THE COURT: I mean, that's not my intent.
[Appellant's counsel]: I appreciate that, Your Honor.
THE COURT: Now, are we ready to go forward then on the Loredo matter
[Appellant's counsel]: Yes, Your Honor. I believe we are.
Counsel for the Appellant called Ms. Alexander to testify. Ms. Alexander stated that the Defendant had been located in Legado, Mexico, and that the Appellant had been working "on and off" with the United States Marshals Service to return him to Tennessee. When the Appellant agreed to act as the surety on the Defendant's bond, the Defendant owned a roofing company and had been in the United States for fifteen to twenty years. Ms. Alexander checked his references, required four cosigners on his bond, and made inquiries about his roofing company. The Defendant's ex-wife and children were "here," and Ms. Alexander was comfortable with the Appellant acting as the surety on his bond. The Defendant was required to check in weekly with the Appellant, and Ms. Alexander saw him the week before he failed to appear in court. When he failed to appear, the Appellant began contacting his indemnitors, but no one had seen him. In March or April, Ms. Alexander learned the Defendant may be in Mexico. She contacted a bail enforcement agent she had worked with previously, and he was able to verify with the Mexican military in April or May that the Defendant was in Mexico.

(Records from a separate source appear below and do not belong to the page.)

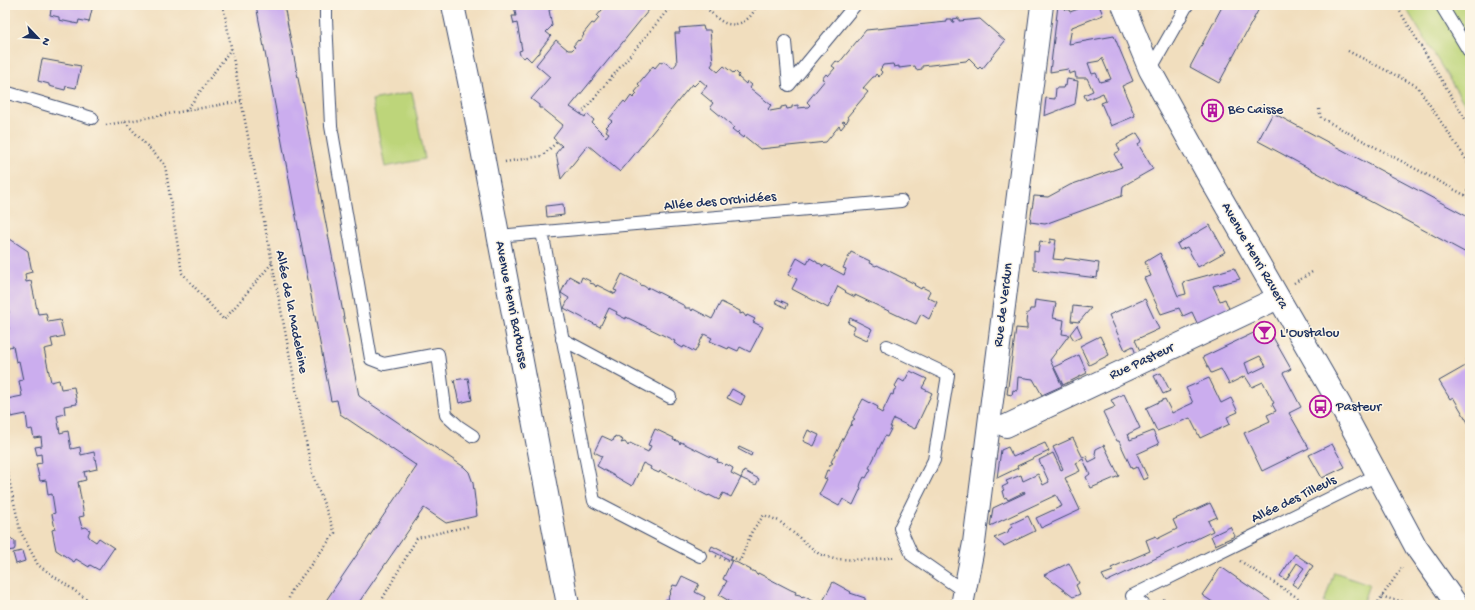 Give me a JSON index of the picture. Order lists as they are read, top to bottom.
{
  "streets": {
    "street": [
      "Avenue Henri Ravera",
      "Avenue Henri Barbusse",
      "Rue de Verdun",
      "Rue Pasteur"
    ],
    "lane": ["Allée des Orchidées", "Allée des Tilleuls"],
    "path": ["Allée de la Madeleine"]
  },
  "crossings": [
    ["Allée des Orchidées", "Avenue Henri Barbusse"],
    ["Avenue Henri Ravera", "Rue Pasteur"],
    ["Avenue Henri Ravera", "Allée des Tilleuls"]
  ],
  "places": {
    "building": ["BG Caisse"],
    "bar": ["L'Oustalou"],
    "bus stop": ["Pasteur"]
  },
  "north": "bottom right"
} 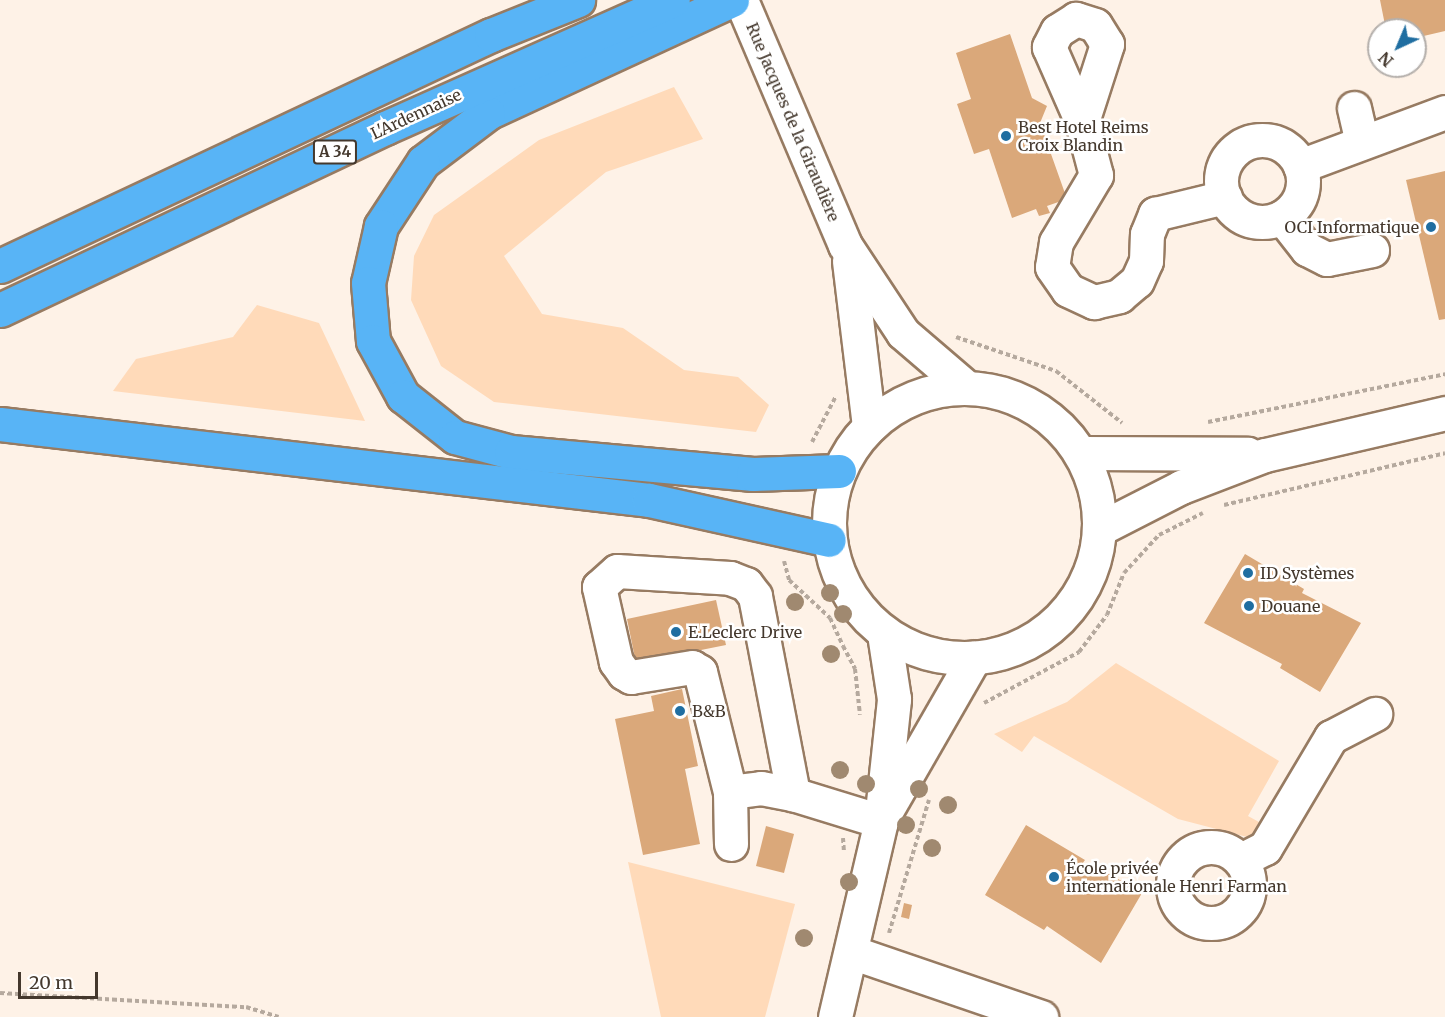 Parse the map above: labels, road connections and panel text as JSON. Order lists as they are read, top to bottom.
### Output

Ms. Alexander testified that the Defendant was her first client with dual citizenship to flee to Mexico; therefore, she was unfamiliar with the process of returning him to the United States. She learned the State would have to obtain a PAW, and the governments for Mexico and the United States told her that she would be arrested immediately if she "touched" the Defendant without a PAW. At the time of the final forfeiture hearing, the Defendant was still in Mexico. Ms. Alexander stated that the easiest and most economical way to procure the Defendant was via the PAW and that she recently had informed the district attorney general's office the Appellant would pay the expenses for returning the Defendant to Tennessee. She said she was just waiting on the PAW to be signed so the Defendant could be arrested in Mexico.
On cross-examination, Ms. Alexander testified that when the Appellant agreed to serve as the surety on the Defendant's bond, she knew that he had been born in Mexico but that he was a United States citizen. Ms. Alexander made him surrender his passport to her as a condition of his bond. However, she did not consider that he also could be a citizen of Mexico. She said that she still did not know what needed to be done to obtain a PAW.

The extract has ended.